Why Digital Personas Are No Longer Enough – gb

Brands today are constantly on the lookout for the perfect user experience (UX) formula that will keep their digital audience engaged all the way to conversion. But connection is a two-way street, and to be successful, requires a sophisticated understanding of who it is you’re trying to connect with.

For that, brands have personas – ideal archetypes of the people who might come to them for goods and services. And while personas are helpful, what they lack are the layers of complexity that define everyday interactions – including browsing for stuff online.

A cosmetics brand, for example, might direct its collection and messaging at a specific demographic. A typical persona might be Coachella Chloe, a 19-year-old college freshman and fashion enthusiast who never turns her phone off. Based on the variables used to define Chloe, our cosmetics brand will make a number of assumptions about the digital behavior of their target audience.

But while some things about Chloe will remain constant, many things won’t. Her behavior online, for one, is subject to any number of influences depending on where she finds herself, what device she’s using, and of course, what she’s trying to achieve.

Making Chloe a happy digital customer requires more than simply taking into account her persona. Only the combining of persona with intent and context can lead to an in-depth understanding of Chloe’s mindset – the emotional foundation that will impact her navigation.

Become a mindset reader with behavioral analytics

We analyzed millions of user sessions to better understand the digital patterns of behavior associated with different and recurring consumer mindsets.

We investigated three distinct combinations of persona, intent and context, looking at what happened when one of the variables – persona, intent, or context – was different.

To understand the impact of context on mindset, for example, we examined the difference in behavior of a converting group of users on laptop versus non-converting users on mobile. From our research, we were able to extract two distinct mindsets – distracted and determined.

We found that determined users were quick to make up their minds about the products they were drawn to, browsing fewer items and heading straight to the pages that interested them.

They were twice as likely to land on the cart page, for example, than the other group.

Distracted users were 23% more likely to land on a product page than determined users and saw these pages 22.3% more than their determined counterparts. They also displayed an 18.8% higher chance of reaching the homepage during their navigation, indicating longer, more chaotic sessions.

Distracted users on mobile were 17.6% more likely to reach the checkout than determined users on desktop, suggesting a real intention to buy. Despite this, determined users had 59% more chance of reaching the checkout confirmation page than when distracted, presumably encountering enough friction at checkout to defeat their initial purchasing objective.

Determined users also saw the cart page 82% more times during their navigation, spending 1.7 times longer there than when distracted.

Why think beyond digital personas


Putting consumer mindset at the heart of their strategy helps digital teams adapt interfaces to changing environments and fluctuating user moods. It allows them to move beyond the composite sketch of persona to address real-life situations and the feelings they trigger.
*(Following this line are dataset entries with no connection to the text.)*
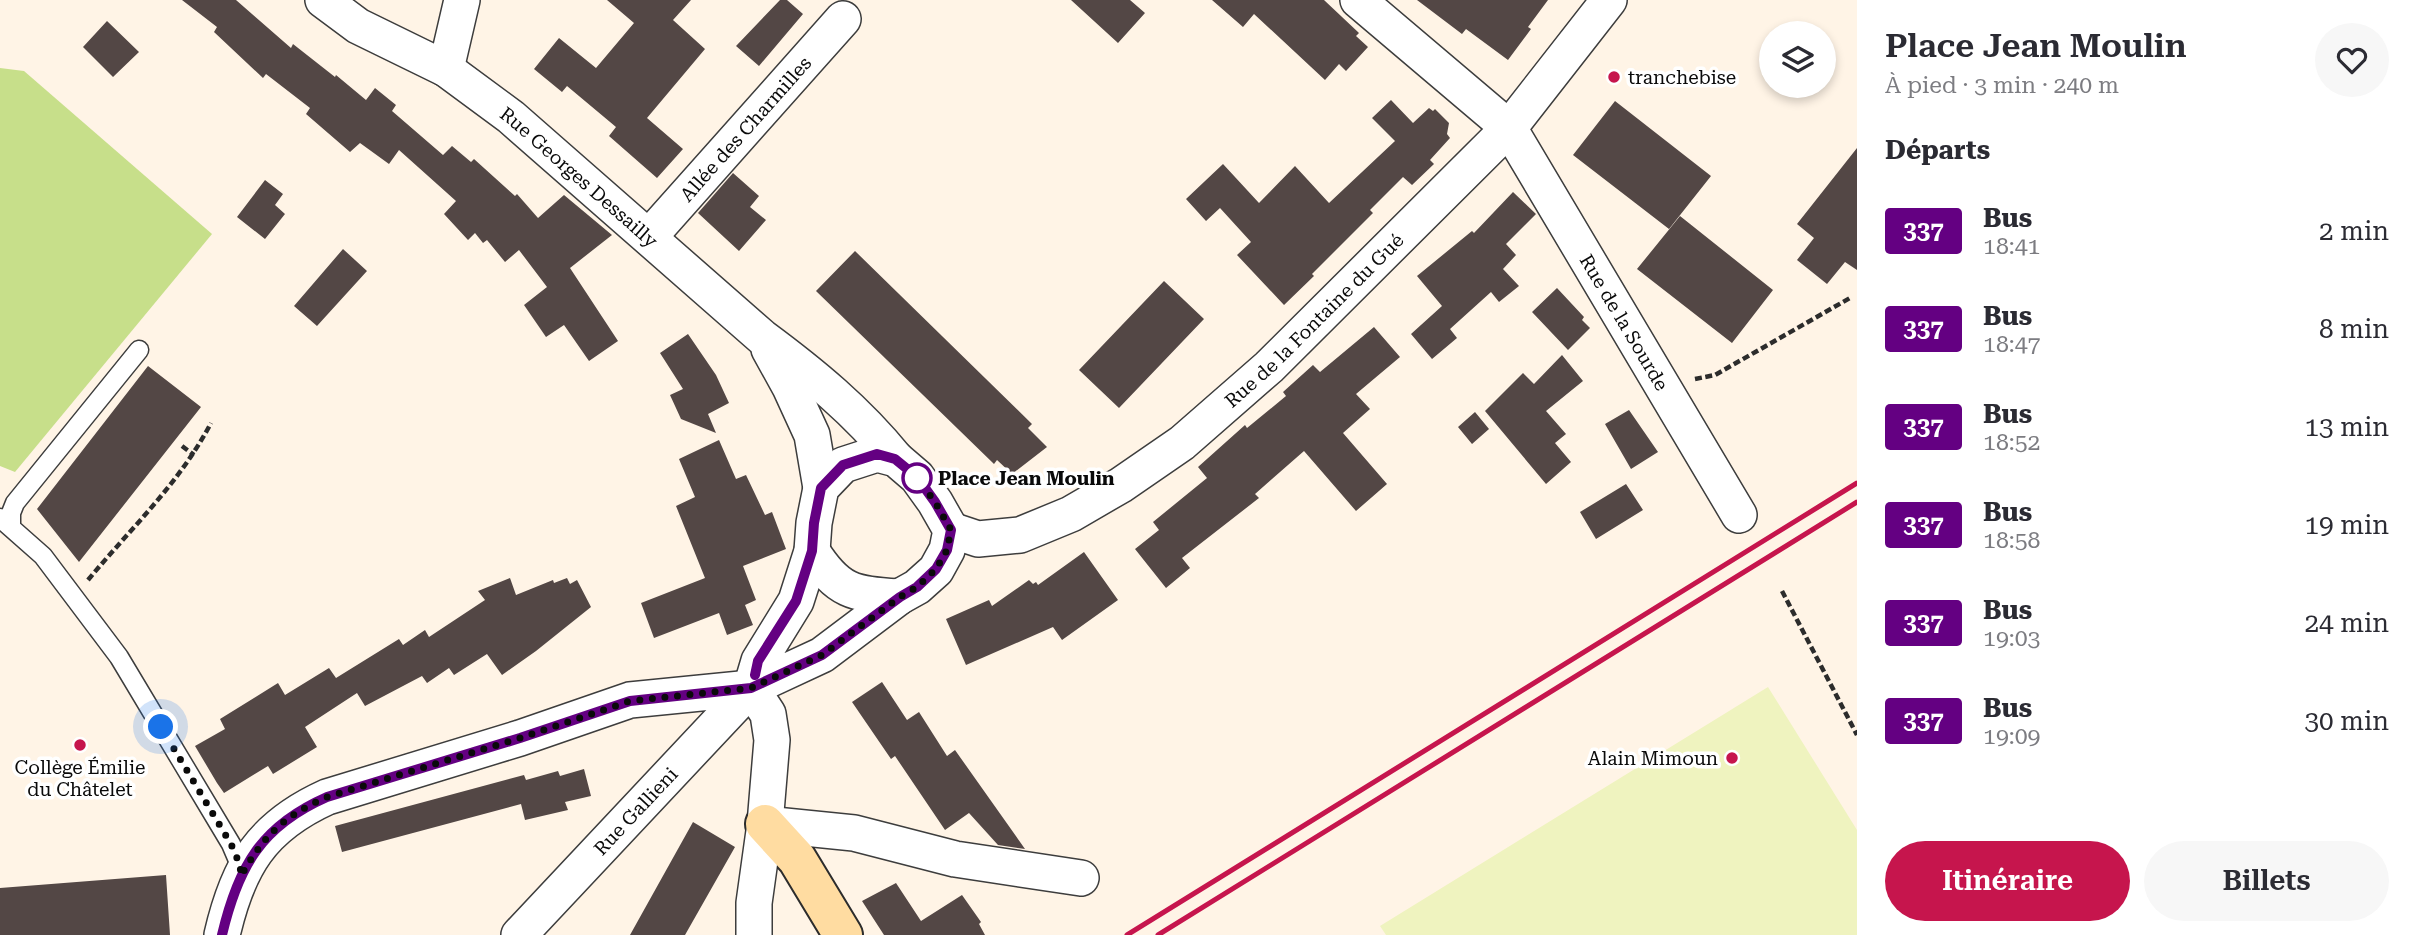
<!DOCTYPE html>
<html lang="fr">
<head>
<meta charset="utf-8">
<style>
	body { margin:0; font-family:"Roboto Serif",serif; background:#f7f7f7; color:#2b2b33; height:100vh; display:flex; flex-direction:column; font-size:26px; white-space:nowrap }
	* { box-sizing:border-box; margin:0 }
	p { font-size:23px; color:#7c7c81 }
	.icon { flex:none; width:38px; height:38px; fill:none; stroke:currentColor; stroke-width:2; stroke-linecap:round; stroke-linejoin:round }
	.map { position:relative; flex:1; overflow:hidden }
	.panel { display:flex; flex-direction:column; background:#fff; width:560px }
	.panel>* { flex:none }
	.badge { padding:0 14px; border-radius:5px; font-size:24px; line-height:46px }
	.buttons { position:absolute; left:1759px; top:21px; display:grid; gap:14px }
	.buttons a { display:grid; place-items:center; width:77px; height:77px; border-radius:50%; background:#fff; box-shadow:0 4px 10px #0003; font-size:35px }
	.you { position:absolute; width:35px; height:35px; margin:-18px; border:5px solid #fff; border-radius:50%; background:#1a73e8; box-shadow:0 0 0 10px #1a73e833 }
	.map>.badge { position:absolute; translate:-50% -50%; box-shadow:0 0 0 4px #fff }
	h2 { padding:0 28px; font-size:26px; line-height:63px }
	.round { display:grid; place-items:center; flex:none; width:74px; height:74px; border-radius:37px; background:#f7f7f7 }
	.head { display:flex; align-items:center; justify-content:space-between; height:119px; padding:0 28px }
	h1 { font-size:33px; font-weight:600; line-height:52px }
	.action { display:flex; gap:14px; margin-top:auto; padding:14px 28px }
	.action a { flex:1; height:80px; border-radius:42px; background:#c6154d; color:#fff; font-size:28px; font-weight:600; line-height:80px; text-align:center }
	.action a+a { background:#f7f7f7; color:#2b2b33 }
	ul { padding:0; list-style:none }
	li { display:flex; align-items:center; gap:21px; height:98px; padding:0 28px }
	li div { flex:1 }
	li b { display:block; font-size:26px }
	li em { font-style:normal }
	li .badge { min-width:77px; font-weight:700; text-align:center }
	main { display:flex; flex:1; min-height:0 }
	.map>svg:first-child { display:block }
	.forest { fill:#c7df8a }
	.pitch { fill:#eff3bf }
	.building { fill:#534745 }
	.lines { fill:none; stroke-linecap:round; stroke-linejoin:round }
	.lane-casing { stroke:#3d3d3d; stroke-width:21 }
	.street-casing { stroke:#3d3d3d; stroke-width:38 }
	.secondary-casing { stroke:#2c2c2c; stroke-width:42 }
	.path { stroke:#2c2c2c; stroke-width:4.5; stroke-dasharray:7 3.5; stroke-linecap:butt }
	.lane { stroke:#fff; stroke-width:18 }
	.street { stroke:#fff; stroke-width:35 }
	.secondary { stroke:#ffdca1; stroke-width:38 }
	.rail { stroke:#c6154d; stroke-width:5 }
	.line-casing { stroke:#fff; stroke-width:16 }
	.line { stroke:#640082; stroke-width:10 }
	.walk { stroke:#0a0a0a; stroke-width:7; stroke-dasharray:0 12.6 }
	.poi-dot { fill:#c6154d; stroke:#fff; stroke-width:2.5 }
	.stop-dot { fill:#fff; stroke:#640082; stroke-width:3.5 }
	.labels { text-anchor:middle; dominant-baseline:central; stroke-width:7; stroke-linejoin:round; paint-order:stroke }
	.poi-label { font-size:19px; fill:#0a0a0a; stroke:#fff; text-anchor:start }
	.street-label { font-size:19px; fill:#0a0a0a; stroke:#fff }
	.stop-label { font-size:19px; font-weight:bold; fill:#0a0a0a; stroke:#fff; text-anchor:start }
</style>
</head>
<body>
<main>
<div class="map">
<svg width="1857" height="935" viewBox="0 0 1857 935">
	<rect width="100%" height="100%" fill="#fff4e6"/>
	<path class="forest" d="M 0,68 L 24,71 L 212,234 L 15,472 L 0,466 Z"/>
	<path class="pitch" d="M 1768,687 L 1857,830 L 1857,935 L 1386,935 L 1380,926 Z"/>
	<path class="building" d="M 182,0 L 236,0 L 291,48 L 293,44 L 335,77 L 336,75 L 366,100 L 375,88 L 396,105 L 392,111 L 443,155 L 452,146 L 471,162 L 474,159 L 515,196 L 517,194 L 538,218 L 564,195 L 612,235 L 570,268 L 618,341 L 589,361 L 564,325 L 546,337 L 524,305 L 547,287 L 519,250 L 505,262 L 487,240 L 483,243 L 475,233 L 468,240 L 444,214 L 456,201 L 399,150 L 389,164 L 360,143 L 350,152 L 306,114 L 310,108 L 266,74 L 263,78 L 214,32 L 217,27 Z
		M 607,0 L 691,0 L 673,20 L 705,49 L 647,118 L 683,149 L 657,178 L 609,136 L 616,127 L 567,86 L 562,92 L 534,69 L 559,38 L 596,68 L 634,23 Z
		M 780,0 L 787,0 L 803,14 L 759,66 L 736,46 Z
		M 1071,0 L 1130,0 L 1145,13 L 1118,43 Z
		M 1212,0 L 1324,0 L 1359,33 L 1356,36 L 1368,47 L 1346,71 L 1339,64 L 1325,80 L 1254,14 L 1243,27 Z
		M 1417,0 L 1548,0 L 1528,27 L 1531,29 L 1508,60 L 1466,29 L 1462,34 Z
		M 107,21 L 139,52 L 113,77 L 83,47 Z
		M 1391,100 L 1413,123 L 1429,108 L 1433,111 L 1435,109 L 1449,123 L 1447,134 L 1450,138 L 1430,160 L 1434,164 L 1412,185 L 1403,177 L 1370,210 L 1373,213 L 1312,274 L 1314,276 L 1284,305 L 1237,255 L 1251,242 L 1220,208 L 1206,221 L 1186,199 L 1223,164 L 1259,203 L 1295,166 L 1329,203 L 1395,141 L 1372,118 Z
		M 1615,101 L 1711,176 L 1669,229 L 1573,155 Z
		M 1857,148 L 1857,270 L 1845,262 L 1827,284 L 1797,260 L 1814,238 L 1797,224 Z
		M 733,173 L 759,196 L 750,207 L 766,220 L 739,251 L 698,213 Z
		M 265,180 L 283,194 L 275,205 L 285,214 L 265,239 L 237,217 Z
		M 1513,192 L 1536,214 L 1506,244 L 1516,255 L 1503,269 L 1519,286 L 1499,302 L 1491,292 L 1450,329 L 1457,338 L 1432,359 L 1411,334 L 1442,306 L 1417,276 L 1472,231 L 1474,233 Z
		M 1680,216 L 1773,290 L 1732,343 L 1637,269 Z
		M 343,249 L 367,271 L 317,326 L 294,306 Z
		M 855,251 L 1032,424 L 1028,428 L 1047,447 L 1012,474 L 997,460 L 994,464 L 816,291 Z
		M 1164,281 L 1204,319 L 1119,408 L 1079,370 Z
		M 1557,288 L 1584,317 L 1582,320 L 1590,328 L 1568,350 L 1532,312 Z
		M 1374,327 L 1400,357 L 1356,394 L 1370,409 L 1343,433 L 1387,484 L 1356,511 L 1304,451 L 1255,494 L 1259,498 L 1182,558 L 1190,568 L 1166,588 L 1135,549 L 1159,530 L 1153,522 L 1207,478 L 1198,467 L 1245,425 L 1247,428 L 1286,396 L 1283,392 L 1313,365 L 1320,372 Z
		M 688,334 L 716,375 L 729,403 L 708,414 L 716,433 L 681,419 L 670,395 L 683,389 L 660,353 Z
		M 1562,355 L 1583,381 L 1546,411 L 1566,434 L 1555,443 L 1571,462 L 1546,484 L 1485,411 L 1523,373 L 1534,384 Z
		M 148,366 L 201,407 L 79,562 L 37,509 Z
		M 1629,410 L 1658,452 L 1631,469 L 1605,424 Z
		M 1475,412 L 1489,429 L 1472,444 L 1458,427 Z
		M 719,440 L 736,479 L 746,475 L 765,515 L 772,512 L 786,549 L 743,566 L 756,600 L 745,605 L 753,625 L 727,635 L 719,613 L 654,638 L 641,603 L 705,578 L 676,506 L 695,497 L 679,459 Z
		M 1626,484 L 1643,510 L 1596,539 L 1580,512 Z
		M 1084,552 L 1118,600 L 1062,640 L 1053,627 L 966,665 L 946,619 L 989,600 L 992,606 L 1029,580 L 1033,584 L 1036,582 L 1038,585 Z
		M 510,578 L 516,595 L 553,580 L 554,583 L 567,578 L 570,584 L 577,580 L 591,607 L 536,651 L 502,675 L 487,654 L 454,675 L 449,668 L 427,683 L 422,676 L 365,706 L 357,693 L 305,727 L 317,747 L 273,774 L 268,766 L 224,793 L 217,783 L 195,746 L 225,729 L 220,719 L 278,683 L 285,695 L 329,668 L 336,678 L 399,639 L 403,645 L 425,630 L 429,637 L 485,600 L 478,591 Z
		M 882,682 L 907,720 L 919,712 L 947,756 L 955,750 L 1025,849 L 998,845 L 969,813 L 945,830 L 895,756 L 891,759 L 852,702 Z
		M 584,769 L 591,796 L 565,802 L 568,810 L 525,820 L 521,804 L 342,852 L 335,826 L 524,775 L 526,780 L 558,771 L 560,776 Z
		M 693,822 L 735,847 L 685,935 L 630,935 Z
		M 166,875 L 170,935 L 0,935 L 0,888 Z
		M 896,883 L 921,921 L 962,895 L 981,922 L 979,924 L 985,935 L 884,935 L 862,901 Z"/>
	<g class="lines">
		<defs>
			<path id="lane" d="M 0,518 L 43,556 L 119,657 L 231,844 L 240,865 L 241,873
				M 11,525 L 11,513 L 15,503 L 139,350"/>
			<g id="street">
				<path id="s1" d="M 323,0 L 358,26 L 446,69 L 511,117 L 762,337 C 812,374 857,411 896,459"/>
				<path id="s2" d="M 1358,0 L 1509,128 L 1739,515"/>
				<path d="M 446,69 L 462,0"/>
				<path id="s3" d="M 649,237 L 843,19"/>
				<path d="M 769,349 L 790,387 L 812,435 L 821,488"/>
				<path id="s4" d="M 951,530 L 978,539 L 1020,535 L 1071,514 L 1121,485 L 1182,443 L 1269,367 L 1509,128 L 1609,0"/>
				<path d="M 812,551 C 838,592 853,594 899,597"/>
				<path d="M 751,688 L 768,714 L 772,740 L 765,824 L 754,903 L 754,935"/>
				<path d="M 765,824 L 854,833 L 955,859 L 1081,878"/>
				<path d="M 222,935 C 238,866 261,827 327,797 L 520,738 L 630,700 L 751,688"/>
				<path id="s5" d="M 519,935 L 751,688 L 822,655 L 899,597 L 917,587 L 936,570 L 947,550 L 951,530 L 935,502 L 917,477 L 896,459 L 877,454 L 843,465 L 821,488 L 814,523 L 812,551 L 796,601 L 759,661 L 751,688"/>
			</g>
			<path id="secondary" d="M 765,824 L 797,859 L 843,935"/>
		</defs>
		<use href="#lane" class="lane-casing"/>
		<use href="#street" class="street-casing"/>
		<use href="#secondary" class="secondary-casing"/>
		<path class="path" d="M 1695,379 L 1715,375 L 1850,298
			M 182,446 L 194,455
			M 88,580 C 131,528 179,484 211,423
			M 1782,591 L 1857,735"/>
		<use href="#lane" class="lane"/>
		<use href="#street" class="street"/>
		<use href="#secondary" class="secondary"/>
		<path class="rail" d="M 1127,935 L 1857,483
			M 1158,935 L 1857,502"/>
	</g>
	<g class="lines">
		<defs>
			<path id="line" d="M 222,935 C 238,867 261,826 327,797 L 520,738 L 630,701 L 751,688 L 822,655 L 900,597 L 917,587 L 936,569 L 947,550 L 951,530 L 935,502 L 917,477 L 895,459 L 877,454 L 843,465 L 821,488 L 814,523 L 812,551 L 796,601 L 758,661 L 755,675"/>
		</defs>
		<use href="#line" class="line-casing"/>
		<use href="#line" class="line"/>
		<path class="walk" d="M 161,727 L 231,844 L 240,865 L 241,876 C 264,835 284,816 327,797 L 520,738 L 630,701 L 751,688 L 822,655 L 900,597 L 917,587 L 936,569 L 947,550 L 951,530 L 935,502 L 917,478"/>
	</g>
	<g class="poi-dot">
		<circle cx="1614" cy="77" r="7"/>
		<circle cx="80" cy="745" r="7"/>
		<circle cx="1732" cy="758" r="7"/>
	</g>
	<circle class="stop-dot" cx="917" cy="478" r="14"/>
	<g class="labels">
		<g class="poi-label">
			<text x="1628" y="77">tranchebise</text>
			<text x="1718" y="758" text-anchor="end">Alain Mimoun</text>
			<text x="80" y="767" text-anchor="middle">Collège Émilie<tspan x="80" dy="22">du Châtelet</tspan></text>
		</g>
		<g class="street-label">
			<text stroke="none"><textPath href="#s3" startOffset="145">Allée des Charmilles</textPath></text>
			<text stroke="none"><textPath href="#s1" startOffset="313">Rue Georges Dessailly</textPath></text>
			<text stroke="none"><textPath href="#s4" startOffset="438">Rue de la Fontaine du Gué</textPath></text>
			<text stroke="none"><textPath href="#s2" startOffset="424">Rue de la Sourde</textPath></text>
			<text stroke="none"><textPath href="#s5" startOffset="170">Rue Gallieni</textPath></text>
		</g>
		<g class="stop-label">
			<text x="938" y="478">Place Jean Moulin</text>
		</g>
	</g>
</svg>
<div class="buttons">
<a><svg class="icon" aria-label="layers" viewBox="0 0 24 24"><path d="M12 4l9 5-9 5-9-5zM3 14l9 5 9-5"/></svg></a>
</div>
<div class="you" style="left:161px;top:727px"></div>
</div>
<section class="panel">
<div class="head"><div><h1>Place Jean Moulin</h1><p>À pied · 3 min · 240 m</p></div><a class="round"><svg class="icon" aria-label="heart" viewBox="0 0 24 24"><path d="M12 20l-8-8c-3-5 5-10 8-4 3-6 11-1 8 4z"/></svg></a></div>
<h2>Départs</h2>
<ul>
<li><span class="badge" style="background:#640082;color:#fff">337</span><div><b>Bus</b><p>18:41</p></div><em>2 min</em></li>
<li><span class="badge" style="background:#640082;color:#fff">337</span><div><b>Bus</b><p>18:47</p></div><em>8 min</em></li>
<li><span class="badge" style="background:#640082;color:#fff">337</span><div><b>Bus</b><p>18:52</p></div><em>13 min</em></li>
<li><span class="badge" style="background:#640082;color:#fff">337</span><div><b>Bus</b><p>18:58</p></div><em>19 min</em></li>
<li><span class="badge" style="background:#640082;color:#fff">337</span><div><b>Bus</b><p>19:03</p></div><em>24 min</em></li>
<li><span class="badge" style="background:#640082;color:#fff">337</span><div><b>Bus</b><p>19:09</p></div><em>30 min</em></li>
</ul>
<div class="action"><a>Itinéraire</a><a>Billets</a></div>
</section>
</main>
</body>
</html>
Because digital behavior and digital journeys are anything but static. Coachella Chloe, for example, will browse differently depending on whether she is determined or distracted. By developing experiences that can adapt to her changing mood, our cosmetics company is that much closer to delivering a consistently satisfying experience to its valued audience.

Next-gen, mindset-based analytics can help brands move beyond a persona-only marketing strategy to unlock a whole new level of consumer understanding. Read the complete report to find out how digital businesses can define their most profitable mindsets and really put user reaction at the heart of experience development.


Embracing Mindset Segmentation for a Better Digital Experience – gb

With more and more brands embracing the idea that customer journeys are fundamentally emotional, I am often asked how analytics can be leveraged into experiences that address the needs of different consumer mindsets.

It’s a great question. With such a huge market for online retail, how do you create seamless digital journeys that meet the needs and expectations of every consumer? And how do you do this knowing that one consumer does not equal one consumer journey, and that visitors will navigate your site differently depending on their circumstances?

The emotional side of the digital experience

Digital marketing teams today have the tools to understand the nuances of visitor behavior, and have started to embrace the emotional side of data. Where they once segmented their audience according to personas, they are now adding a layer of insight to their workflow by adding consumer mindsets to the equation – i.e. the feelings that go hand in hand with digital behavior.


Think of it this way – digital journeys are influenced by more than just demographics and content. Factors like device, time of day, and quality of service all impact navigation. So do variables like traffic source, customer intent, etc.

For example, when ContentSquare’s office manager is trying to book six flights to Las Vegas on a desktop, she has a different experience than when she is on the subway platform, looking up last-minute package trips to Tulum on a mobile with a spotty connection. She might be focused in the first instance, and frustrated in the second.

Connecting with profitable mindsets

The challenge for brands today is to develop navigation paths that adapt to the potential mindsets of their most profitable audiences – answering the needs of focused users and those who, for a variety of reasons, are more distracted in their navigation.

And since e-Commerce disruptors like Amazon or Airbnb have accustomed today’s consumers to a near-faultless user experience (UX), and raised the bar for digital convenience even higher, it can seem like a daunting challenge.

The first step to answering all these different needs is to understand them. Really getting to know the ways in which visitors navigate your site will help you refine segments according to behavioral criteria. It is this level of understanding that will help you tailor optimizations to specific mindsets, removing another layer of guesswork and truly putting consumer experience at the heart of your marketing strategy.

Knowing where that productive mindset drops off, or which field is a field too many for the distracted mindset will help teams focus improvements, and create journeys that can withstand the influence of all those factors brands can’t control.

Because while you may be unable to control your users’ mindset, you can anticipate it, and make sure that your UX caters to it.